Inconsequentially, she said; “Tell me truly, Rodvard, about the Sons of the New Day.” (Her face was toward him as she spoke; he was astonished to catch in her eye a complex thought, something about feeling herself no better than the group she considered thieves and murderers.)
“Well, then, we are not murderers and steal from none,” he said (as she, remembering the power of the jewel, lowered her head; for she had not told him of the fate of Tegval). “We are only trying to make a better world, where badges of condition are no more needed than here in Mancherei, and men and women too, do not obtain their possessions by being born into them.”
“That is a strange thing to say to one who was born into a witch-family,” she said. “But no matter now. What shall we do? I doubt if we can reach the inner border before they set the guards after us, and with the case of this captain against you, you cannot now return to Dossola. Or can you? We might get a ship that would take us to the Green Islands. I have a brother there somewhere.”
“Who’s to pay the passage? For I have little money. Much of my gain has been withheld to pay for the things I needed when I came.”
“And I no money at all. But did you come here from Dossola by paying? Can we not offer service?”
He (thought of the one-eyed captain and the service demanded then, but) took her hand. “You are right, and it is the only thing to try,” he said. “Come, before any pursuit fairly starts.”
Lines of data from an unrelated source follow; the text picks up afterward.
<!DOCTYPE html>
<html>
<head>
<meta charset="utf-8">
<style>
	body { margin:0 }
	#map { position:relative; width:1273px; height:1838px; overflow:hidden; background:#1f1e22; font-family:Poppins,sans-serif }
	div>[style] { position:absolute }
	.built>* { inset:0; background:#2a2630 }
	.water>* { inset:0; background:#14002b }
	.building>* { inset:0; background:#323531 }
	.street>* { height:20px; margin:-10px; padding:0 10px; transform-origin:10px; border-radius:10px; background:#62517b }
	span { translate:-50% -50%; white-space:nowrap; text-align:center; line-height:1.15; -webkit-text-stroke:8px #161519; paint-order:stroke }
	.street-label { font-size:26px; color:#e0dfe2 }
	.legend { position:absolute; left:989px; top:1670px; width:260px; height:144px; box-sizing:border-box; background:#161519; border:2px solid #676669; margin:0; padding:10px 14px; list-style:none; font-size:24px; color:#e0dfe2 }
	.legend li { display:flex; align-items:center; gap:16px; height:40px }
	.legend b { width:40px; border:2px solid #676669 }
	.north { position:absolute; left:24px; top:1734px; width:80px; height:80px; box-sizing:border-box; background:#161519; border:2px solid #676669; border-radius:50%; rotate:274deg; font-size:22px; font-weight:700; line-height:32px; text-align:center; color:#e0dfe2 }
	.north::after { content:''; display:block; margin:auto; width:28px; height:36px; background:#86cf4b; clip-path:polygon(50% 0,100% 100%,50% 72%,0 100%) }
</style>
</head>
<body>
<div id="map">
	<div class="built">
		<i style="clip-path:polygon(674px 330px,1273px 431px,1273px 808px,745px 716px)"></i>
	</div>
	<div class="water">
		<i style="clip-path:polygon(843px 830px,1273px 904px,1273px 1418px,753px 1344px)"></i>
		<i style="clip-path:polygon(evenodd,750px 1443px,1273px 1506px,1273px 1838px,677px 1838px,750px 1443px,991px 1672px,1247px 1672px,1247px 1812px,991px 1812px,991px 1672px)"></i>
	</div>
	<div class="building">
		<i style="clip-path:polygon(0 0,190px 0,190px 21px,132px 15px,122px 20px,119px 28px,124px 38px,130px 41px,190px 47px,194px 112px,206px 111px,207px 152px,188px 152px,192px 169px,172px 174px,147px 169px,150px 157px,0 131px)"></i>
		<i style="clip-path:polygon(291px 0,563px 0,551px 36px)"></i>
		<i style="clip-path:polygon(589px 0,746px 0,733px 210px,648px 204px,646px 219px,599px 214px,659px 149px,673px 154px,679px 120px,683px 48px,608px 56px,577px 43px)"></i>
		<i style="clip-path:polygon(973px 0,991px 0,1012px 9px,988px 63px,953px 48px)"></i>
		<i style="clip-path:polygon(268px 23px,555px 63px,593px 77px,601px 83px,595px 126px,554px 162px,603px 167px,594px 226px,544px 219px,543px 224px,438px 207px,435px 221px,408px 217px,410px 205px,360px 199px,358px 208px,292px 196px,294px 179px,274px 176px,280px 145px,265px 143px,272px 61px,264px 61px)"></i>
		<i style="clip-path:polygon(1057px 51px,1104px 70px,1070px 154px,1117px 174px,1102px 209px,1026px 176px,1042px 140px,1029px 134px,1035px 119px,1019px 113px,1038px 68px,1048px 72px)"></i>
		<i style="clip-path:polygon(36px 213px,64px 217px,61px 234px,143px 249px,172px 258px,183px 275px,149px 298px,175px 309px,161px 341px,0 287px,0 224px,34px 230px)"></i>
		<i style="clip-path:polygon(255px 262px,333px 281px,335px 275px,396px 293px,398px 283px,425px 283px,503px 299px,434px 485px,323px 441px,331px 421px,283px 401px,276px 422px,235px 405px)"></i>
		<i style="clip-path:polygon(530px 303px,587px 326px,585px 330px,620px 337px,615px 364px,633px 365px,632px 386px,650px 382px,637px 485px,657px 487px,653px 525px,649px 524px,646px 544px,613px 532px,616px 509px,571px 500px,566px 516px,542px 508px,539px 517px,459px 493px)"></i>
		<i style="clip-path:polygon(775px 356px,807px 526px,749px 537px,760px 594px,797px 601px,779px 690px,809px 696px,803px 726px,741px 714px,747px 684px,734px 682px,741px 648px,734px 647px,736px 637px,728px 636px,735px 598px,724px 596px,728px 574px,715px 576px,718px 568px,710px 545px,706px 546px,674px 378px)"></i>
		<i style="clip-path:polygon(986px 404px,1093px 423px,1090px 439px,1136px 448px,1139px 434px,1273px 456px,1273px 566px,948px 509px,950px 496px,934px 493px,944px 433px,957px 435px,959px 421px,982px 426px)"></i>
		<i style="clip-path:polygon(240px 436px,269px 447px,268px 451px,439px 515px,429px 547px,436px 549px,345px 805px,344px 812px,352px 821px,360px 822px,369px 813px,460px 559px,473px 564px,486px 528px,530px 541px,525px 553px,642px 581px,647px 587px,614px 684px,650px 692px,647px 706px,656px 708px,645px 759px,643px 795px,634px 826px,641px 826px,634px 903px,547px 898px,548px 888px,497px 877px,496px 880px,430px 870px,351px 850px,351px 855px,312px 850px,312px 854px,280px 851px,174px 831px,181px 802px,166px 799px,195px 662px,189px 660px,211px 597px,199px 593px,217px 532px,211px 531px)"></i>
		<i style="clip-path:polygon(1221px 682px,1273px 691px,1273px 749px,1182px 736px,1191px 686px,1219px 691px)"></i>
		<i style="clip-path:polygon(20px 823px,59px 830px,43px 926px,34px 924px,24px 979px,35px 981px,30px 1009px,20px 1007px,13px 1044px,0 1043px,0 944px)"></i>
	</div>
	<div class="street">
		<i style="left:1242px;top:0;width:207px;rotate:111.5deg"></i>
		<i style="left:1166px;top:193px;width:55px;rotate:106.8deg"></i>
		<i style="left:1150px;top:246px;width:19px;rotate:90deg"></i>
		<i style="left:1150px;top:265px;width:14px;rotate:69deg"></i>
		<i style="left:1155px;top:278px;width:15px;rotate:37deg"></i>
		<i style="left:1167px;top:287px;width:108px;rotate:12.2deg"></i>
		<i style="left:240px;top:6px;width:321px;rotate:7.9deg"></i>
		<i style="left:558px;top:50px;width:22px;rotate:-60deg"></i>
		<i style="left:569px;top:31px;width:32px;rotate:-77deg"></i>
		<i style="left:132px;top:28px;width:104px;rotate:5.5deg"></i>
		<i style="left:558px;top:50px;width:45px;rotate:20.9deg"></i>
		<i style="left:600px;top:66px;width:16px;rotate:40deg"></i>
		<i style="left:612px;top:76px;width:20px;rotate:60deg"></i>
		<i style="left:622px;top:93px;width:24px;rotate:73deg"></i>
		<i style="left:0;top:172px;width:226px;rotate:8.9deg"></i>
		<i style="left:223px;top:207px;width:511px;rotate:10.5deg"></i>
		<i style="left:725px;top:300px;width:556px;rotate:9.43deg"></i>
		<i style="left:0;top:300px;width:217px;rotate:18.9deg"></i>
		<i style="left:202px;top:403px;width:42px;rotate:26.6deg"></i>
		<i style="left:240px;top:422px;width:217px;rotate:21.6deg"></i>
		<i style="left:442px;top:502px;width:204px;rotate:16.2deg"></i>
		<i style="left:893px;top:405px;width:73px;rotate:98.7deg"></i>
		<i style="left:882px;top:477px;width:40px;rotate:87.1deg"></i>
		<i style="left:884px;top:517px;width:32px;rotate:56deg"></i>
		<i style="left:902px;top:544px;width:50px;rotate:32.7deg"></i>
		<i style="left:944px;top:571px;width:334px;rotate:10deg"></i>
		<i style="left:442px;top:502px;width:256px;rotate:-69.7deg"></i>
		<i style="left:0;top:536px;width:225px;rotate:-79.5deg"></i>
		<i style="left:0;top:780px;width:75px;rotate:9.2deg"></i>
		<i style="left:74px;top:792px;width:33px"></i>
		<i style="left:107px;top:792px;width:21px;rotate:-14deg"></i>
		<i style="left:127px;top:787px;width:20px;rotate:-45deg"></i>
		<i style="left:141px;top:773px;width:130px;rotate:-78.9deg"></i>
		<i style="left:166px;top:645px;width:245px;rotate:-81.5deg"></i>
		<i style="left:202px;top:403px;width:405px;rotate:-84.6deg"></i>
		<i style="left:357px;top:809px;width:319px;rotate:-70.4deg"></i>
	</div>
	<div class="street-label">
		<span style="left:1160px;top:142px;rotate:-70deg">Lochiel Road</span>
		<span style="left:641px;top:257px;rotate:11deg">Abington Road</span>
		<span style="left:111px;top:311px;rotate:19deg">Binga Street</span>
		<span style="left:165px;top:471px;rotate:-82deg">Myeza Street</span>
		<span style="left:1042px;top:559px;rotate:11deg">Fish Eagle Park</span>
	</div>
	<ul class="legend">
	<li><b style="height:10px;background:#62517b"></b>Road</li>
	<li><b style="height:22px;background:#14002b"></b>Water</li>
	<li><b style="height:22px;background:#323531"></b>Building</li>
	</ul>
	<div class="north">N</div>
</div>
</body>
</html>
They crept down the stairs, hand in hand, like conspirators. At the parlor Rodvard sacrificed one of his coins to pay for his night’s lodging. (The thought of Leece and what she would be doing at this hour was in his mind as) they stepped into a street from which the grey light had rubbed out all the night’s romance to leave the city drab and wintry.
380
A milk-vendor met them with his goats and gave a swirl of his pipes in greeting. There were few other passengers abroad, but more began to appear as they drew near the harbor area; carters and busy men, and hand-porters. Presently they were among warehouses and places of commerce. Beyond lay the quays and a tangle of masts. Here was a tavern, opening for the day; the proprietor said that a Captain ’Zenog had a ship at the fourth dock down, due to sail for the Green Isles with the tide. The place was not hard to find, nor the captain either, standing by the board of his vessel, strong and squat, like a giant beaten into lesser stature by the mallet of one still stronger.
“A Green Islands captain, aye, I am that,” he said. “I’ll take you there on the smoothest ship that sails the waters.”
Said Rodvard; “I do not doubt it. But we have no money and wish to work our way.”
Bluff heartiness fell away from him (and the glance said he was suspicious of something). “What can you do?”
“I am a clerical, really, but would take other labor merely to reach the Green Islands.”
Lalette said; “I have done sewing and could mend a sail here and there.”
The captain rubbed a chin peppered with beard. “A clerical I could use fair enough, one that could cast accounts.” He looked around. “Most of you Amorosians, though—”
Rodvard said joyously; “I am not of Mancherei, but Dossolan, educated there, and can cast up an account as easily—”
“There’d be no pay in it. The voyage merely,” said the man quickly.
“We will do it for that,” said Rodvard, and touched Captain ’Zenog’s hand in acceptance. The squat man turned. “Ohé!” he shouted. “Hinze, take these two to the port office and get them cleared for a voyage with us.”